Hadrogyps Temporal range: Middle Miocene Barstovian PreꞒ Ꞓ O S D C P T J K Pg N Aqu. Burdig. Lan. Ser. Tortonian M Z P

Scientific classification
- Kingdom: Animalia
- Phylum: Chordata
- Class: Aves
- Order: Accipitriformes
- Family: Cathartidae
- Genus: †Hadrogyps Emslie, 1988
- Species: †H. aigialeus
- Binomial name: †Hadrogyps aigialeus Emslie, 1988

= Hadrogyps =

- Genus: Hadrogyps
- Species: aigialeus
- Authority: Emslie, 1988
- Parent authority: Emslie, 1988

Extinct genus of cathartid vulture

Hadrogyps is an extinct genus of cathartid vulture from the Middle Miocene (Barstovian) Sharktooth Hill of California. It has been noted for its robust and collumnar tarsometatarsus.

==History and naming==
Hadrogyps was described on the basis of a single complete tarsometatarsus recovered from the middle Miocene site of Sharktooth Hill in California. The specimen, LACM 123996, was discovered in 1982 by S. A. McLeod and is only slightly damaged, with the ends suffering from errosion and part of the distal shaft missing.

The name Hadrogyps is derived from the Greek "hadros" meaning "thick" or "stout" and "gyps", which means "vulture", reflecting the robust nature of the tarsometatarsus of this genus.
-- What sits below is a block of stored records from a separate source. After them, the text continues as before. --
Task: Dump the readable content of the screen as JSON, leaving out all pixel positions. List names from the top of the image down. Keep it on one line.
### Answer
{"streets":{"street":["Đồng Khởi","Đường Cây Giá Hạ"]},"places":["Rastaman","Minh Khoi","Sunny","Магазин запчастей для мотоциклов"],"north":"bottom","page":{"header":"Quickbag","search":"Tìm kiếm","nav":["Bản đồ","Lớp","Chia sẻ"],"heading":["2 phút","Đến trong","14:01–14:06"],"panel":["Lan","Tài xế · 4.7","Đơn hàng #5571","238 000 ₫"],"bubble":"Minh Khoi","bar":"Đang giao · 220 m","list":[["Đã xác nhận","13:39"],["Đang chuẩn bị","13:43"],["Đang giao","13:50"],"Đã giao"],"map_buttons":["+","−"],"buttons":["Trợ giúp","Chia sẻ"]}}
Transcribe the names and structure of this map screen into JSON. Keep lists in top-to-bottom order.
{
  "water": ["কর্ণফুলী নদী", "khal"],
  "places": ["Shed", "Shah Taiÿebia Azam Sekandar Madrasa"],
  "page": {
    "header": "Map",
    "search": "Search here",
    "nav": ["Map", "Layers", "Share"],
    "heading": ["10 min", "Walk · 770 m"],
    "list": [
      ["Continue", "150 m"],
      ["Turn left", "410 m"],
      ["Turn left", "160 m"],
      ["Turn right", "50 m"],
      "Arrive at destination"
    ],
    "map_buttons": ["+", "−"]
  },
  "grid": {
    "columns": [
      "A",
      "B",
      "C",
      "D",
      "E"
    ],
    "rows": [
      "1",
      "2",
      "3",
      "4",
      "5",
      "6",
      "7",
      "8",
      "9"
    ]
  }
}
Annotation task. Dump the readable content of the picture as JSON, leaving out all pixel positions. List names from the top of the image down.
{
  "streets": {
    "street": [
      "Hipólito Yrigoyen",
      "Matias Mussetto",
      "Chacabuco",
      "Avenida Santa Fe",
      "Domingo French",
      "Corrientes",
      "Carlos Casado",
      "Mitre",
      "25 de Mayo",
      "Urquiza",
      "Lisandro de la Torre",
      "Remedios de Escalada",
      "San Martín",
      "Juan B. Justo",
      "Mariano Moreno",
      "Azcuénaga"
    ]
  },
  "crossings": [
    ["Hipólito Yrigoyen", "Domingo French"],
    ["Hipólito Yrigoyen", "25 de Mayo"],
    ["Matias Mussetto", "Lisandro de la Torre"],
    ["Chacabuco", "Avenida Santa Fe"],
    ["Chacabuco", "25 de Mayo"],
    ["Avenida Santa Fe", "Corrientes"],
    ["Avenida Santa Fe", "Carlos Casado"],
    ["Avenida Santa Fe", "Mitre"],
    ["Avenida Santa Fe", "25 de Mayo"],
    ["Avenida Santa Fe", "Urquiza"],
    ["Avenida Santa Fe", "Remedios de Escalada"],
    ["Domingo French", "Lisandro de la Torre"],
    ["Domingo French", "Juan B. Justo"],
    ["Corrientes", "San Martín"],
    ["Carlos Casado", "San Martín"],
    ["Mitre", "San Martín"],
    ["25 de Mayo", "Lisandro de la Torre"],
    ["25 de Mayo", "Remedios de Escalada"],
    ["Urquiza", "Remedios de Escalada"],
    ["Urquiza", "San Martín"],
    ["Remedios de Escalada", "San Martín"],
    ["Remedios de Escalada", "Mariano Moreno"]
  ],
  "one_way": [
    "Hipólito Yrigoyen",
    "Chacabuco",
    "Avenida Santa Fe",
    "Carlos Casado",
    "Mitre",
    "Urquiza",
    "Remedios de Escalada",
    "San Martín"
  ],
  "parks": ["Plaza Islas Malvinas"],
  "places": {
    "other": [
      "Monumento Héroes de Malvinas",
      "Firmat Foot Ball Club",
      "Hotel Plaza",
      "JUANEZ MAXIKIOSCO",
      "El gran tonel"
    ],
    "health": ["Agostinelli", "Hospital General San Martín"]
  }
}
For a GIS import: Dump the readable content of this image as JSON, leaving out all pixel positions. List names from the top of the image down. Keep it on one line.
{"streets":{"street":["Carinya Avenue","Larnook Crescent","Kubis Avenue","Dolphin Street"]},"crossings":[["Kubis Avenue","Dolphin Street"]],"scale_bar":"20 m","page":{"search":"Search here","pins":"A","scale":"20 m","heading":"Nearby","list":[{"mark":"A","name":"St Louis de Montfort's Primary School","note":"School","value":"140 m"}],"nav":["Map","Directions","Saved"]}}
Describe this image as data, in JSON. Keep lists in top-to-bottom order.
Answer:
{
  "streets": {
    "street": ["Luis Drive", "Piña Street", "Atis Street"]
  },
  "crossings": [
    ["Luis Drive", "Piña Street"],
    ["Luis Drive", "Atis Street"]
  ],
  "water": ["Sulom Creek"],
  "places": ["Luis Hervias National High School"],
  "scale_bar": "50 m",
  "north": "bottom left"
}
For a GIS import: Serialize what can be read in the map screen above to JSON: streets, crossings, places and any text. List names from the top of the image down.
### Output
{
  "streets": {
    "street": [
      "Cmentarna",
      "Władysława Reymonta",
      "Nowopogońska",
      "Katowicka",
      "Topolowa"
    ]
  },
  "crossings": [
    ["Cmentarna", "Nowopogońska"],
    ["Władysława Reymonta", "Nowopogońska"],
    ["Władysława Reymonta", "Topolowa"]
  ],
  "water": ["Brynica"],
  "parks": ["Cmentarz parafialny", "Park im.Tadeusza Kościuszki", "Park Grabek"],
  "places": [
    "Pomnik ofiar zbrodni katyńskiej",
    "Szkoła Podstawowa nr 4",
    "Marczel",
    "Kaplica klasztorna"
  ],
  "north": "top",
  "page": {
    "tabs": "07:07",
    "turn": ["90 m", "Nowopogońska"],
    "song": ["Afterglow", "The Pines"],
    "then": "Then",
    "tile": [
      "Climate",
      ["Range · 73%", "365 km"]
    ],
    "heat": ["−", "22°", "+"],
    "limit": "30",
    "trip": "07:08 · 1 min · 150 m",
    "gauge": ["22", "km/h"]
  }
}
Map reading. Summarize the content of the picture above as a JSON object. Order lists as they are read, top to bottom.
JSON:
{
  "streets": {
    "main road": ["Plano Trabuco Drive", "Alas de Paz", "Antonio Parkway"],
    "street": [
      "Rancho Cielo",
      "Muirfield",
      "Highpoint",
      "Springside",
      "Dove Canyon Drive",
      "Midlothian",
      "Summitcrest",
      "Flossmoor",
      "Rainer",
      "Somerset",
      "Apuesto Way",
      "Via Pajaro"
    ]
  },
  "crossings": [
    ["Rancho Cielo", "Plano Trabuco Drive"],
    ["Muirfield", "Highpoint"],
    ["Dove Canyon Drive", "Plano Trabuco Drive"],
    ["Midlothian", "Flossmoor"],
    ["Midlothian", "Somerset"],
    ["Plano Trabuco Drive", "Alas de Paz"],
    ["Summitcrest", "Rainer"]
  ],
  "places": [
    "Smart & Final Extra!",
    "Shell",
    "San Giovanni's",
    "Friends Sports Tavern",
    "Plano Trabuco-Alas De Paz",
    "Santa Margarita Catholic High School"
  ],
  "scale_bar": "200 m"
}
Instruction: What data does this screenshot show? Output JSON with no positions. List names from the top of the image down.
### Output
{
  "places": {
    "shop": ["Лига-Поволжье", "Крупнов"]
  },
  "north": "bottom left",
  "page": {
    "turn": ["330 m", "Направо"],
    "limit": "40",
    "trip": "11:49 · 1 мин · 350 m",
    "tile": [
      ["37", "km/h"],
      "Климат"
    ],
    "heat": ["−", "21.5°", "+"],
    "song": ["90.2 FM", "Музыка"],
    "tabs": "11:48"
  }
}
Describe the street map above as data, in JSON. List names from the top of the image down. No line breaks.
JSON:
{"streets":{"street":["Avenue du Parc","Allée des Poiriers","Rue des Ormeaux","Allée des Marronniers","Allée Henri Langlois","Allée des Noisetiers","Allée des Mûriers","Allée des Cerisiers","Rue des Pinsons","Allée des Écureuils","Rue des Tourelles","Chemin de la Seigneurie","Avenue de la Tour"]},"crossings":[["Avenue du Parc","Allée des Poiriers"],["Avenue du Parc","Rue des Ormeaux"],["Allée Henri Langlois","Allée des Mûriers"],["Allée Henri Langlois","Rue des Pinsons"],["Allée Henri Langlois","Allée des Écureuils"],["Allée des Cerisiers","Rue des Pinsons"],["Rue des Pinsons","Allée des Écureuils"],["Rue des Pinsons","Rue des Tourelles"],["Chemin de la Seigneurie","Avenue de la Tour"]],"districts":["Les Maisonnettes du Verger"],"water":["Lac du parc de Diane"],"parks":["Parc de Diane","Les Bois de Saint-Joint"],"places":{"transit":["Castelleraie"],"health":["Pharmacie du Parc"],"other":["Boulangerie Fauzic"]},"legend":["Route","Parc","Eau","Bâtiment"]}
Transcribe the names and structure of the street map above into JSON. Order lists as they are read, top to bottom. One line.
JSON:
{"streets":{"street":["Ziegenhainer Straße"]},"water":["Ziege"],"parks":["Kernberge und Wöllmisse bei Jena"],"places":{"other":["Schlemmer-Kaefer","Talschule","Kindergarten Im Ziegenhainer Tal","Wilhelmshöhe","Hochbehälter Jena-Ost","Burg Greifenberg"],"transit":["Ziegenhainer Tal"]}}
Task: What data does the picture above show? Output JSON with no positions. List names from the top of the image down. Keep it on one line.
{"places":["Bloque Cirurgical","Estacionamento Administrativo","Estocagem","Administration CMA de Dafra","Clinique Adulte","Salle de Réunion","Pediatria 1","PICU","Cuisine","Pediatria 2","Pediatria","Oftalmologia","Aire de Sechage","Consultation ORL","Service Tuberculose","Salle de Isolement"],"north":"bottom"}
The species name "aigialeus" translates to "of the shore" in reference to the type locality, which preserves a number of marine animals.

==Description==
The most distinct anatomical feature of Hadrogyps is the fact that the shaft of the tarsometatarsus is quite robust, almost straight and rather collumnar in shape even towards the end, whereas in most other new world vultures the shaft begins to flare outward either gradually or even more steeply.

On the proximal end of the shaft the intercondylar prominence is described as moderately high and robust, effectively separating the internal and cotylae of the tarsometatarsus almost entirely the same way as seen in the modern Andean condor and king vulture. The anterior metatarsal groove is distinctly pronounced across 2/3rds of the shaft's length. Compared to this the groove is only pronounced for about a quarter to half the shaft's length in the much later taxon Breagyps and over half the shaft's length to its entirety in a number of other cathartids including almost all modern genera with the exception of Sarcorhamphus. Another distinguishing feature of the genus is the large size of the two proximal foramina, which are typically small in cathartids. The same is also applicable to the anterior distal foramen towards the opposite end of the bone. Typically large foramina are regarded as an indicator of a younger growth stage, but the degree to which the tarsometatarsus of Hadrogyps is ossified suggests that the animal was nearly fully grown. The proximal foramina are also described as more widely spaced compared to animals like the Peruvian genus Kuntur.

The posterior surface of the tarsometatarsal shaft is described as distinctly concave similar to Geronogyps and Sarcorhamphus, while in other new world vultures the posterior shaft is more generally flattened or only slightly concave. The ridge that extends below the hypotarsus is short, broad and rounded like in Breagyps, Pliogyps and black vultures, contrasting with the longer and narrower ridges present in other cathartids.

The second trochlea, corresponding to the innermost toe, is larger than in Kuntur and the middle trochlea, which attaches to the third (middle) toe is relatively long and narrow similar to the extant Andean condor and black vulture as well as the extinct Breagyps and Diatropornis.

In terms of size Hadrogyps is described as falling between the ranges of smaller cathartid vultures like black and turkey vultures and the large Californian and Andean condors. It's closest in size to Pliogyps and Sarcorhamphus, in particular the extant Sarcorhamphus papa, the king vulture. More specifically, the tarsometatarsus of Hadrogyps is shorter but more robust than that of S. papa but longer than that of Pliogyps.

==Classification==
At the time of its description Hadrogyps was regarded as a potential member of the condor-clade within Cathartidae on account of a more laterally positioned metatarsal facet. However, it's precise relationship with other condors could not be determined.

==Paleobiology==
The holotype specimen of Hadrogyps comes from the Mid Miocene (Barstovian) Sharktooth Hill, located in Kern County, California. The fauna of the site is predominantly marine, featuring both a number of both whales and pelagic birds. The site is not without terrestrial components either, preserving the fossils of terrestrial carnivorans, tapirs, camels and the horse Merychippus. Consequently, the size has been interpreted to represent a coastal environment.